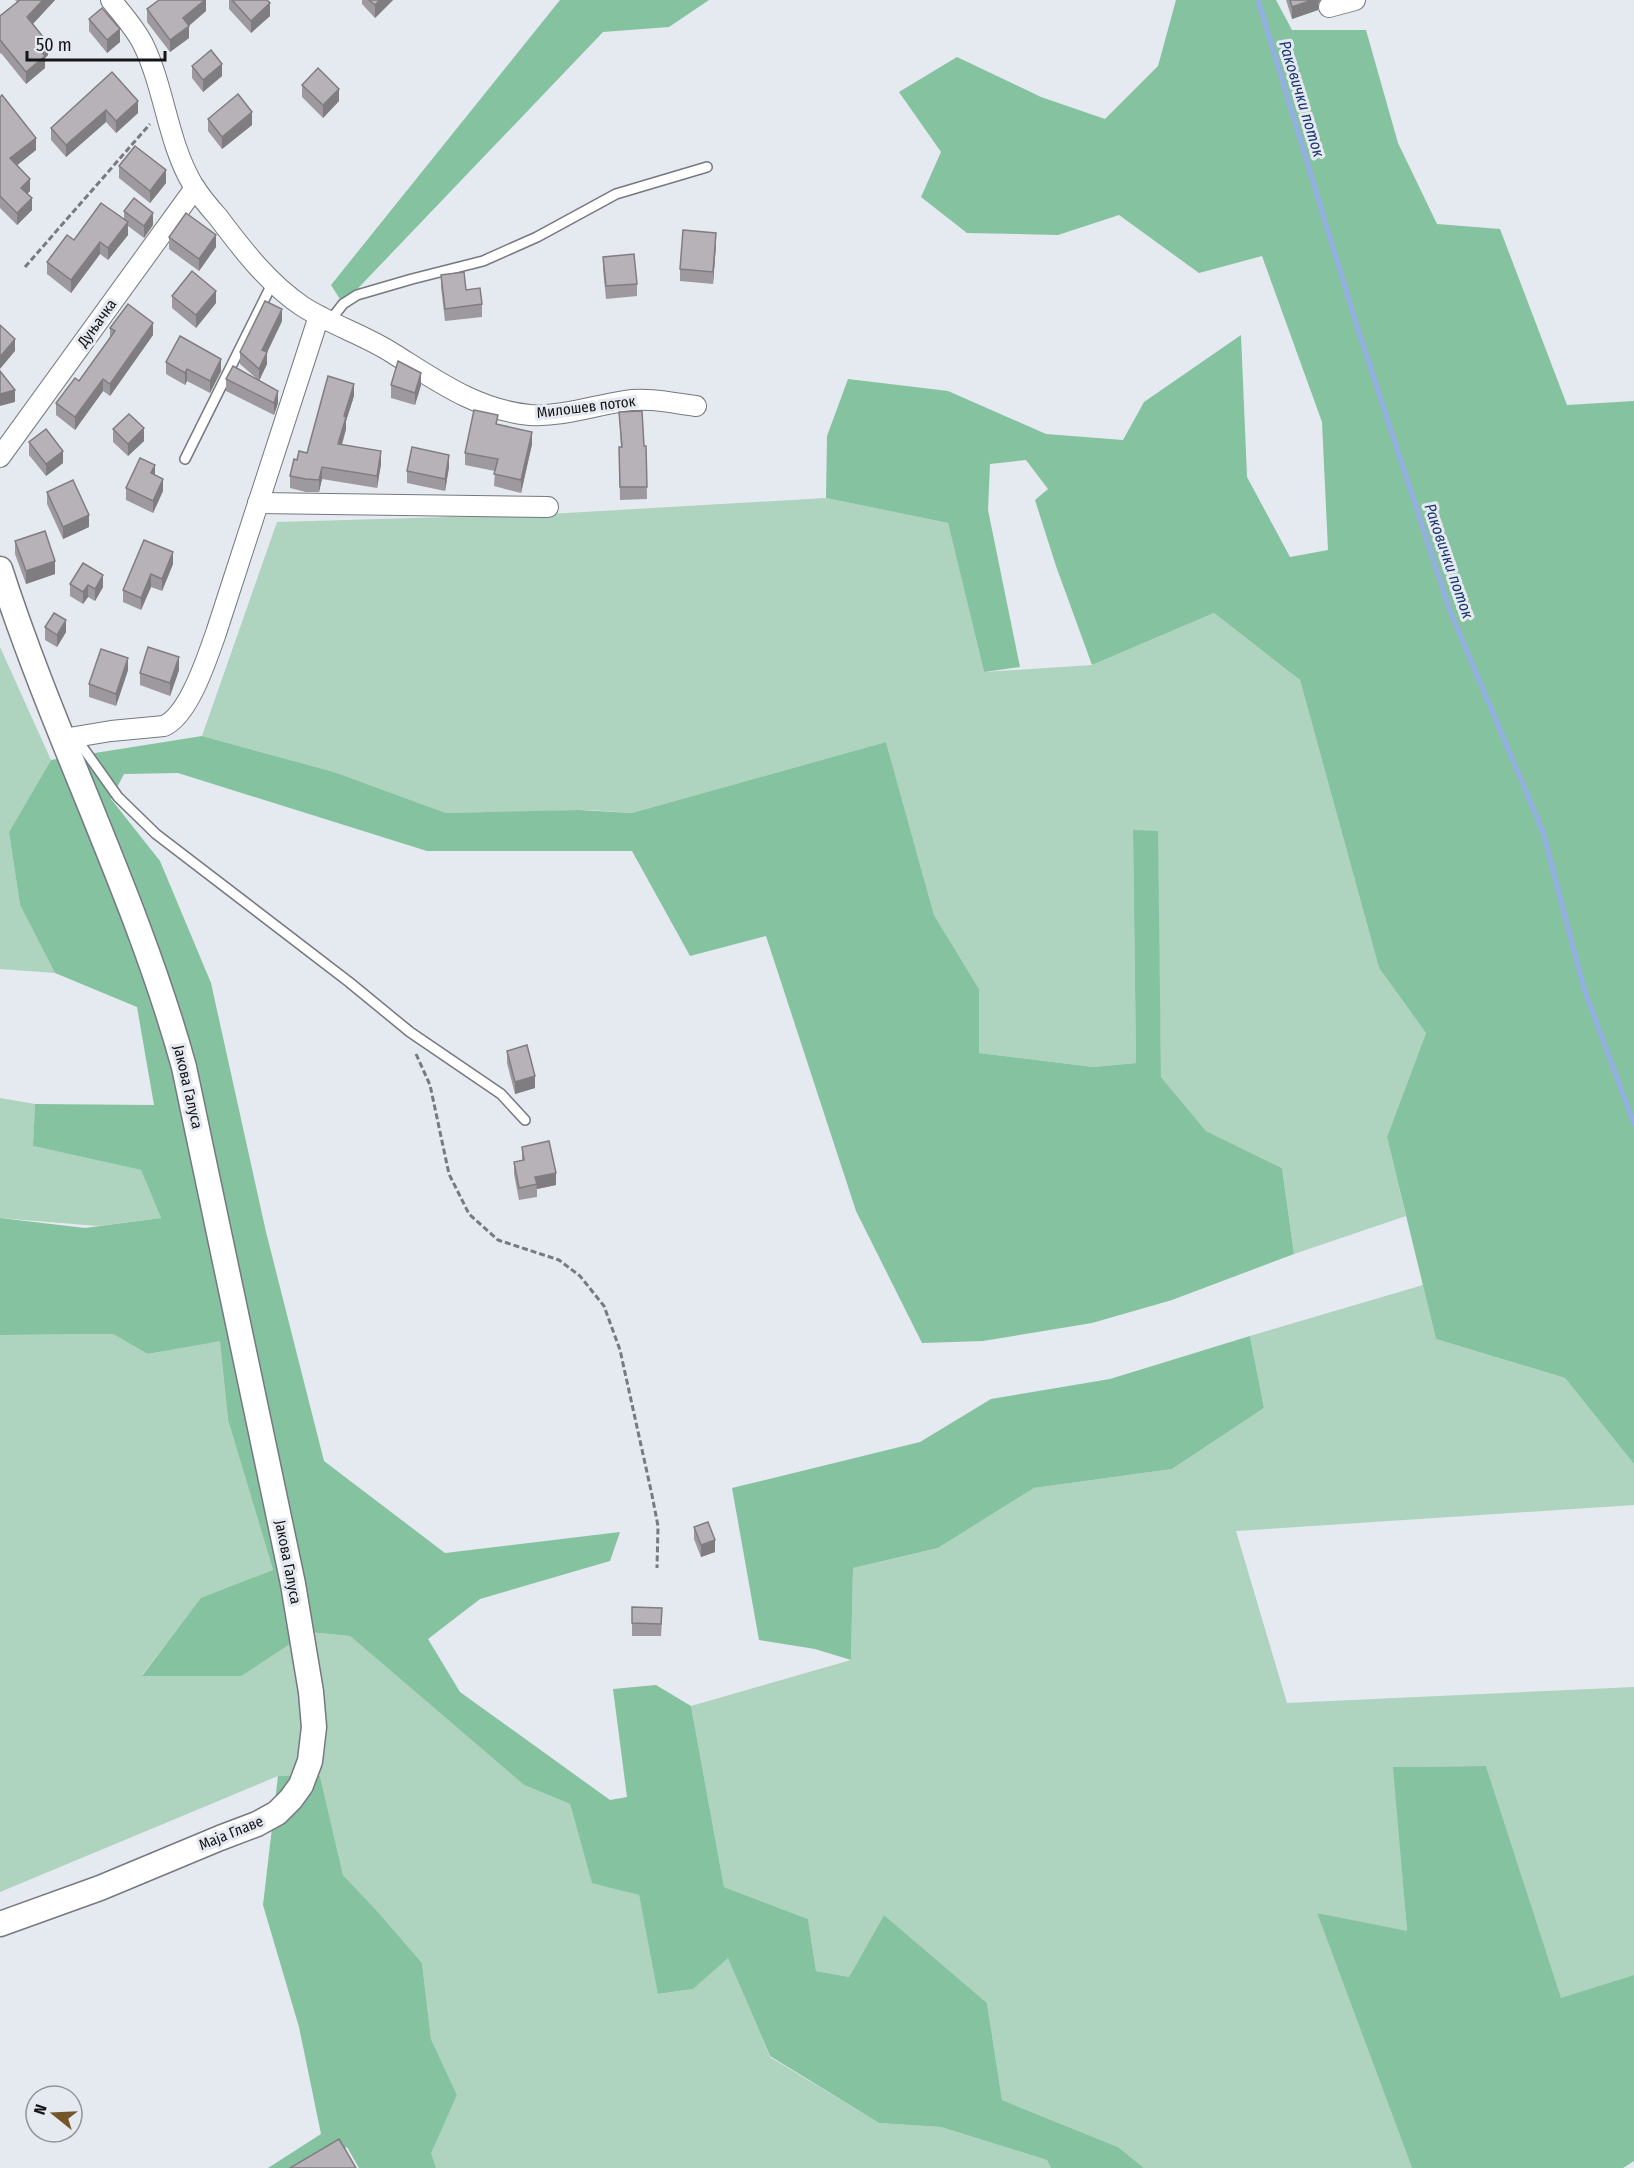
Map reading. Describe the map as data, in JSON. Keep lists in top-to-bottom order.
{
  "streets": {
    "street": [
      "Дуњачка",
      "Милошев поток",
      "Јакова Галуса",
      "Маја Главе"
    ]
  },
  "crossings": [
    ["Дуњачка", "Милошев поток"],
    ["Јакова Галуса", "Маја Главе"]
  ],
  "water": ["Раковички поток"],
  "scale_bar": "50 m",
  "north": "left"
}
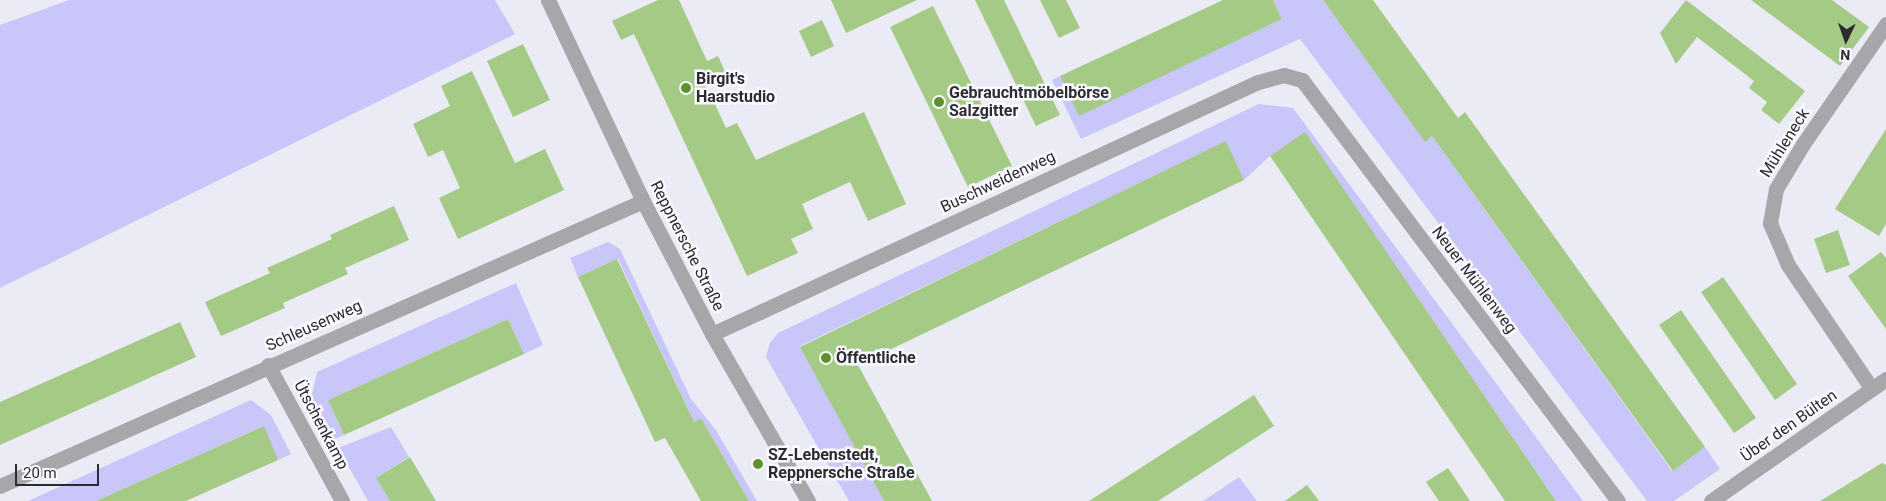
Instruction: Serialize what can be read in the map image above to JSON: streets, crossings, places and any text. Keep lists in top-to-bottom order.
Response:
{
  "streets": {
    "street": [
      "Mühleneck",
      "Buschweidenweg",
      "Reppnersche Straße",
      "Neuer Mühlenweg",
      "Schleusenweg",
      "Ütschenkamp",
      "Über den Bülten"
    ]
  },
  "crossings": [
    ["Mühleneck", "Über den Bülten"],
    ["Buschweidenweg", "Reppnersche Straße"],
    ["Buschweidenweg", "Neuer Mühlenweg"],
    ["Reppnersche Straße", "Schleusenweg"],
    ["Schleusenweg", "Ütschenkamp"]
  ],
  "places": [
    "Birgit's Haarstudio",
    "Gebrauchtmöbelbörse Salzgitter",
    "Öffentliche",
    "SZ-Lebenstedt, Reppnersche Straße"
  ],
  "scale_bar": "20 m",
  "north": "bottom"
}
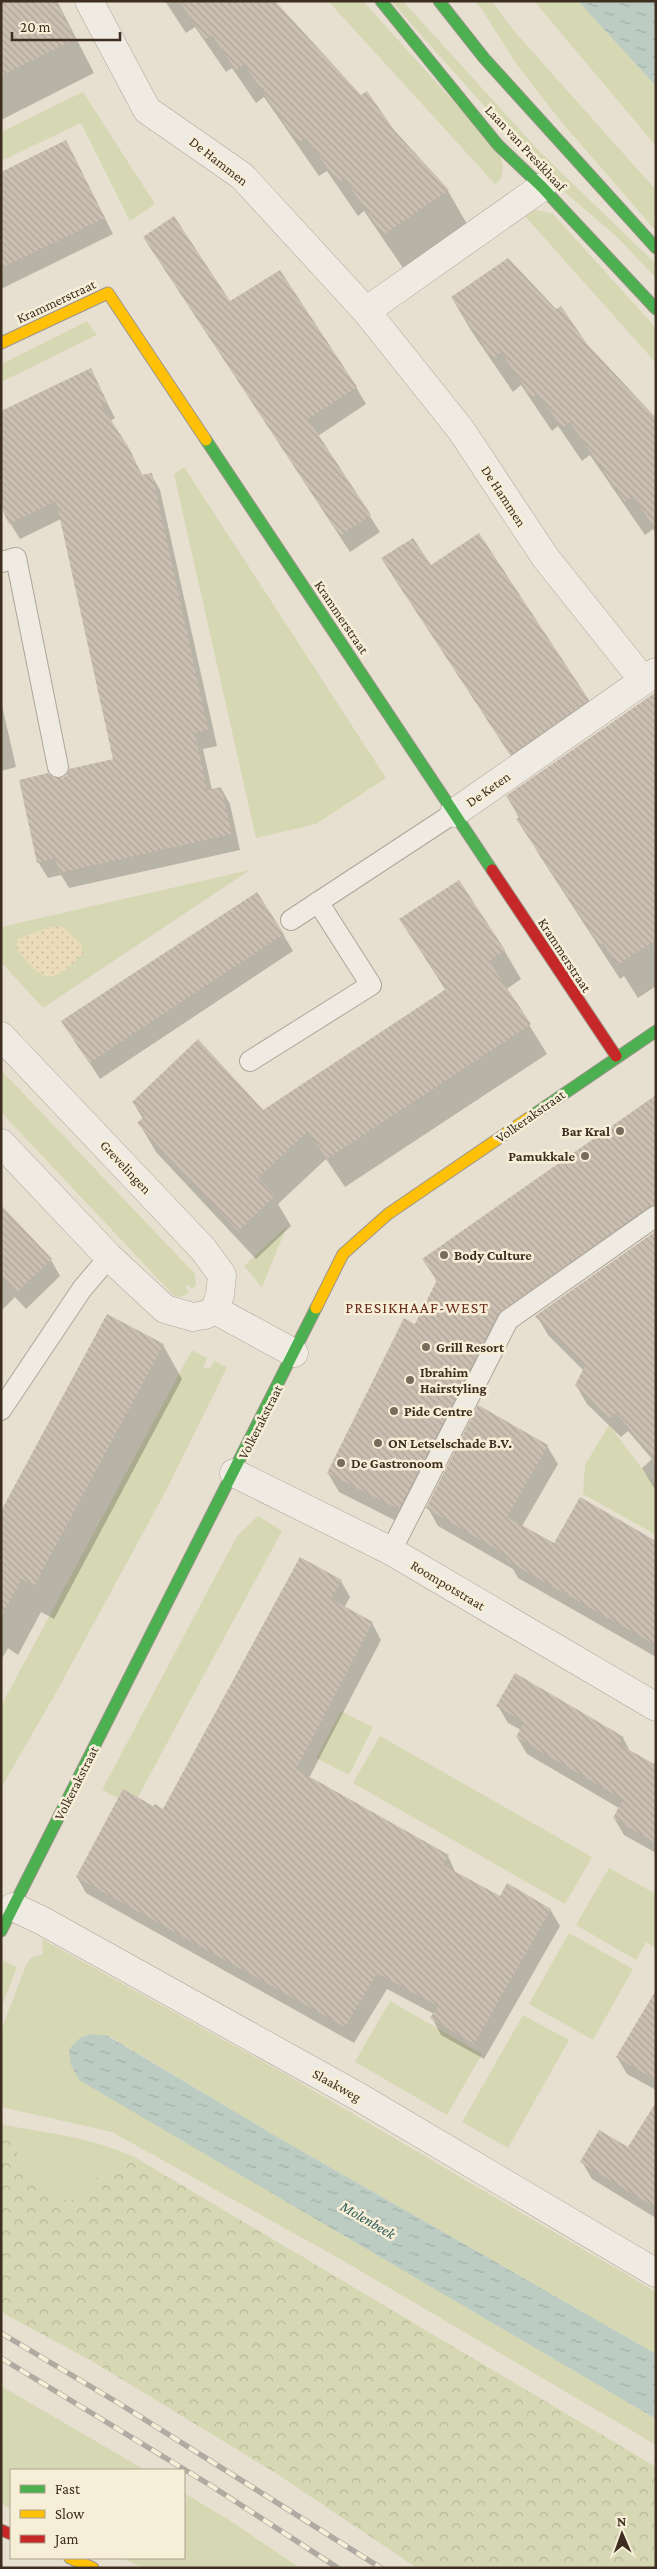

* * *

Task goal: Restate the data word for word and exclude every picture.

Task result:
Map reading. Describe the map as data, in JSON. Keep lists in top-to-bottom order.
{
  "streets": {
    "street": [
      "Дуњачка",
      "Милошев поток",
      "Јакова Галуса",
      "Маја Главе"
    ]
  },
  "crossings": [
    ["Дуњачка", "Милошев поток"],
    ["Јакова Галуса", "Маја Главе"]
  ],
  "water": ["Раковички поток"],
  "scale_bar": "50 m",
  "north": "left"
}
Instruction: Serialize what can be read in the map image above to JSON: streets, crossings, places and any text. Keep lists in top-to-bottom order.
Response:
{
  "streets": {
    "street": [
      "Mühleneck",
      "Buschweidenweg",
      "Reppnersche Straße",
      "Neuer Mühlenweg",
      "Schleusenweg",
      "Ütschenkamp",
      "Über den Bülten"
    ]
  },
  "crossings": [
    ["Mühleneck", "Über den Bülten"],
    ["Buschweidenweg", "Reppnersche Straße"],
    ["Buschweidenweg", "Neuer Mühlenweg"],
    ["Reppnersche Straße", "Schleusenweg"],
    ["Schleusenweg", "Ütschenkamp"]
  ],
  "places": [
    "Birgit's Haarstudio",
    "Gebrauchtmöbelbörse Salzgitter",
    "Öffentliche",
    "SZ-Lebenstedt, Reppnersche Straße"
  ],
  "scale_bar": "20 m",
  "north": "bottom"
}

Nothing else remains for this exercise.